When Sad Eyed Lady of the Lowlands sauntered into my life, day-dreamy and ghost-like, I had been listening to Dylan for nearly a year and, of course, considered myself something of an expert. I had played Queen Jane Approximately for all my friends, cooing over the electric organ and piano riffs. I had driven to school scream-singing along to Like a Rolling Stone at least three dozen times. With the benign selfishness of every fifteen year old, I was certain no one else had ever felt this way before. That the man who helped shape multiple generations was somehow mine and mine alone.
Despite this rabid (and deeply irrational) possessiveness, my knowledge of Dylan was actually quite limited. Highway 61 Revisted was the only album I had fully listened to back to back. I completed a few cursory (pre-Wikipedia) internet searches, combed through old issues of Rolling Stones and discovered little beyond that his last name was actually Zimmerman and he was from Minnesota. So I returned to the stack of CDs my father had given me the Christmas before. Blonde on Blonde was thick, seemingly substantial. I liked the name. I liked the track listing even more— Visions of Joanna, Absolutely Sweet Marie, Just like a Woman. Who were these women who intrigued Dylan enough to write about them? And, I wondered without the slightest sense of guilt or irony, how could I be more like them?
Thankfully, it quickly became clear that being like Marie wouldn’t serve me well (I know you always say that you agree. Alright, so where are you tonight, sweet Marie?) or like the questionably fictional “you” of Just Like a Woman. The overt sexism in many of the lyrics (particularly the latter) didn’t phase me at all. His words were poetry and, at fifteen, serious literature, to me, was almost entirely made up of men misunderstanding, fighting over, criticizing, cataloging, or complaining about women.
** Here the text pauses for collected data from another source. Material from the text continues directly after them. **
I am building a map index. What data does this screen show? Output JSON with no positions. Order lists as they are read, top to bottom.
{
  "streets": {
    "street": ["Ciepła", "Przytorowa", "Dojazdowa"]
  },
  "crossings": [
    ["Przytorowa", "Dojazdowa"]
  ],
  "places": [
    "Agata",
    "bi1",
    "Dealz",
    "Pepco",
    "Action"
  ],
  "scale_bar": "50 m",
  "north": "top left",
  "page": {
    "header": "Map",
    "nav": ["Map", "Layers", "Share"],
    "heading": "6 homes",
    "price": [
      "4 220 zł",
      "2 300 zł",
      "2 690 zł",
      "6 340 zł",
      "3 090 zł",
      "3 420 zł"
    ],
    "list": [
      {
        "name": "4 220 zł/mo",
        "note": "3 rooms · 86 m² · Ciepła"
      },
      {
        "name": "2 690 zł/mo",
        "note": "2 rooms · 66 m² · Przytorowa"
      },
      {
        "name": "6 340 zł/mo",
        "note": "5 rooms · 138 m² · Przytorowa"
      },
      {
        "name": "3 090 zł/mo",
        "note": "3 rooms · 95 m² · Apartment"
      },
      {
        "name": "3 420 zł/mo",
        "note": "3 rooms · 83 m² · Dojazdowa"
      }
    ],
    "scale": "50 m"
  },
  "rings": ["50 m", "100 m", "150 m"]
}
Perhaps this was why I felt such immediate and tender relief when Sad Eye’s lilting harmonica opening and swaying three-four groove gave way to visions of mercury and smoke and “prayers like rhymes”. I certainly didn’t know exactly what Dylan meant, but it was awe-filled, it was mystical, it was brimming with a type of wonder I had never heard before. By the time Dylan croaked, “Sad-eyed lady of the lowlands/ where the sad-eyed prophet says that no man comes,” dreams of becoming a lesser kind of muse had vanished. No other heroine held a candle to this mythic creature, with her “hollow face” and her “gypsy hymns”, and her doleful eyes “where the moonlight swims.”
In retrospect, it’s frustrating to admit my initial attachment to this song was because it portrayed love for a type of woman I felt some kinship to. But then I remember what it was like to be that girl. To lay in bed and wonder where my Mr. Darcy was, when my Gilbert Blythe would appear. After all, that was what every book, every movie with characters like me (bookish, ambitious) suggested I should hope for. It was clear I was supposed to believe that discovery made great women out of smart girls. What would happen to me if I wasn’t discovered?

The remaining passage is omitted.